NAME

viz - Makes invisible characters visible; binary file lister

SYNOPSIS

viz [ -f fmt | -F fmtfile ] [ -h ] [ -l n ]
[ -p | -o | -P len | -O len ] [ file ... ]

DESCRIPTION

Viz copies its input to its output, converting invisible characters to a visible form. If no files are given, stdin is read. If the -t option is used, the output is formatted in a form that can be completely inverted (see inviz), which allows a binary file to be converted to a text form, edited, and then converted back. It is much more flexible than either cat -v or od (either old or POSIX od), and it is also 2-4 times faster.

By default, the input is treated as a sequence of characters.

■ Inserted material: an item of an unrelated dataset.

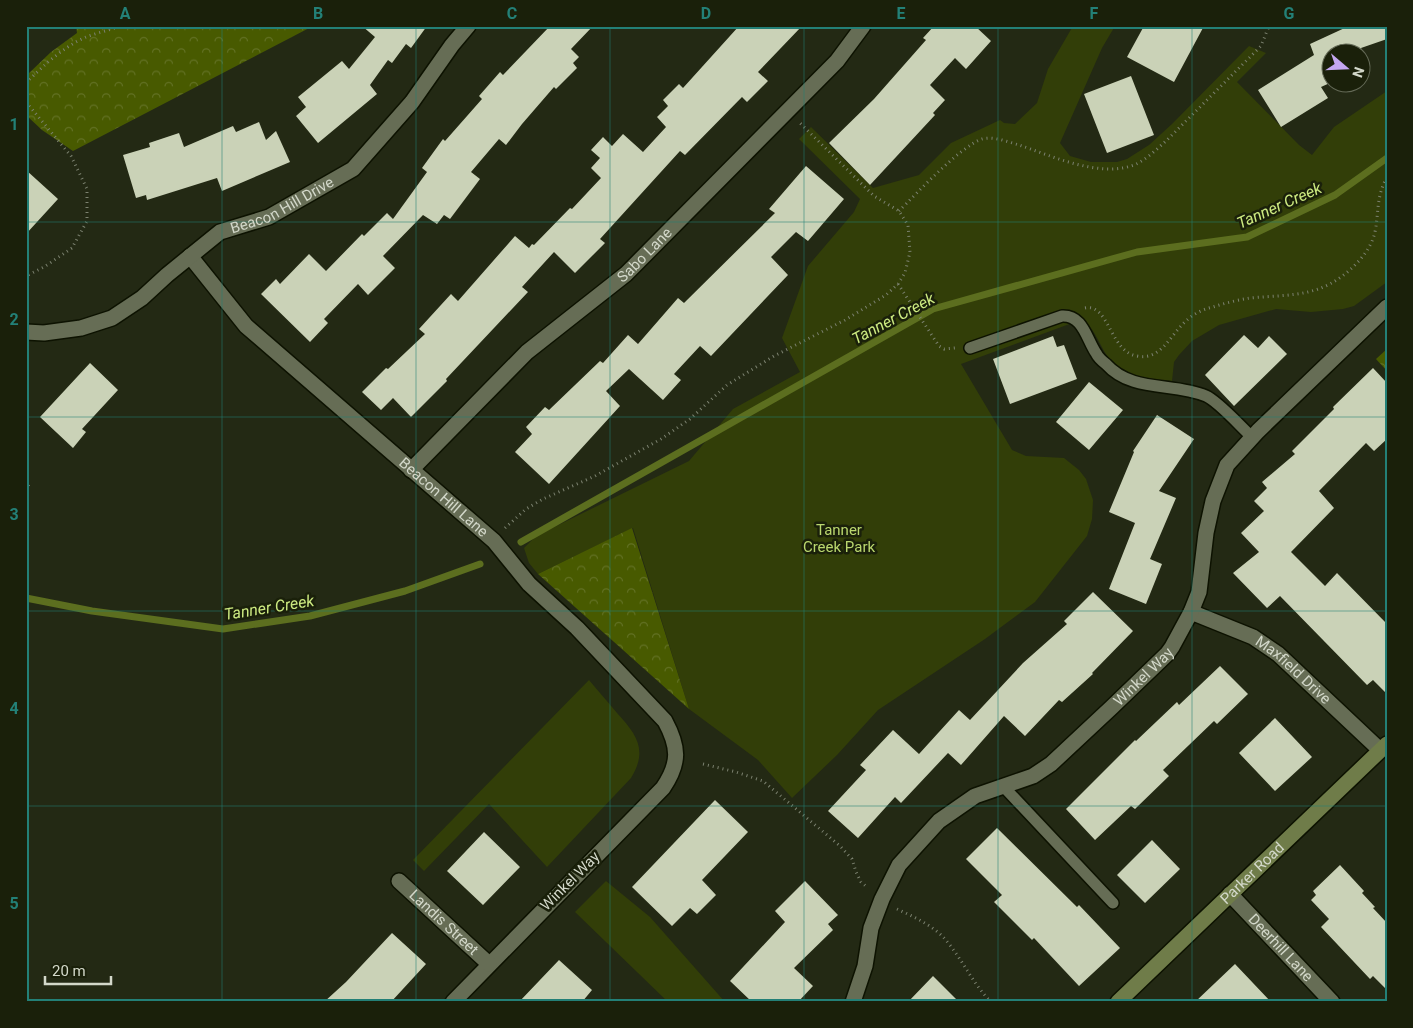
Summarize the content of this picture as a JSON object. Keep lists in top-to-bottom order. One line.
{"streets":{"street":["Beacon Hill Drive","Sabo Lane","Beacon Hill Lane","Maxfield Drive","Winkel Way","Parker Road","Landis Street","Deerhill Lane"]},"crossings":[["Beacon Hill Drive","Beacon Hill Lane"],["Sabo Lane","Beacon Hill Lane"],["Beacon Hill Lane","Winkel Way"],["Maxfield Drive","Winkel Way"],["Maxfield Drive","Parker Road"],["Winkel Way","Landis Street"],["Parker Road","Deerhill Lane"]],"water":["Tanner Creek"],"parks":["Tanner Creek Park"],"scale_bar":"20 m","north":"right","grid":{"columns":["A","B","C","D","E","F","G"],"rows":["1","2","3","4","5"]}}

However, a file format may be specified, in which case viz can handle files containing a mixture of data of arbitrary types.

The format can contain include repeat counts and comments to be embedded in the output stream.

Uninteresting data can be skipped over and not printed on stdout.

Additional flexibility is provided through user-settable variables, which can be used as repeat counts. Simple math can be done on the variables, and chars, shorts, or integers from the input stream can be stored in them.

OPTIONS

-f fmt: specifies the type of input data, and how to format the output.

-F fmtfile: gives the name of a file containing a fmt string.

-h: print a help message on stderr, then exit.

-l n: limit output to no more than n characters per line (def 80).

-p: print offsets (each line begins offset: ).

-P len: print offsets using the format len*n+offset:. This is useful if the input file is organized into fixed-length logical records of data.

-o, -O len: like -p and -P, but the offset is printed in octal.

-t: prints the type of input data (e.g. int or float) in the output stream; this allows non-text data to be retranslated properly, so that the output can be completely inverted by inviz(1) to reproduce the original input.

-L: display a readable version (on stderr) of the internal representation of the format string; not useful for ordinary use.

-D: turn on debug mode; not useful for ordinary use.

OUTPUT

By default, the input is treated as a stream of ASCII characters. Part or all of the input can optionally be interpreted as shorts, ints, longs (all signed or unsigned), or floats or doubles. Since all characters are made visible, newlines and empty lines in the output are not significant.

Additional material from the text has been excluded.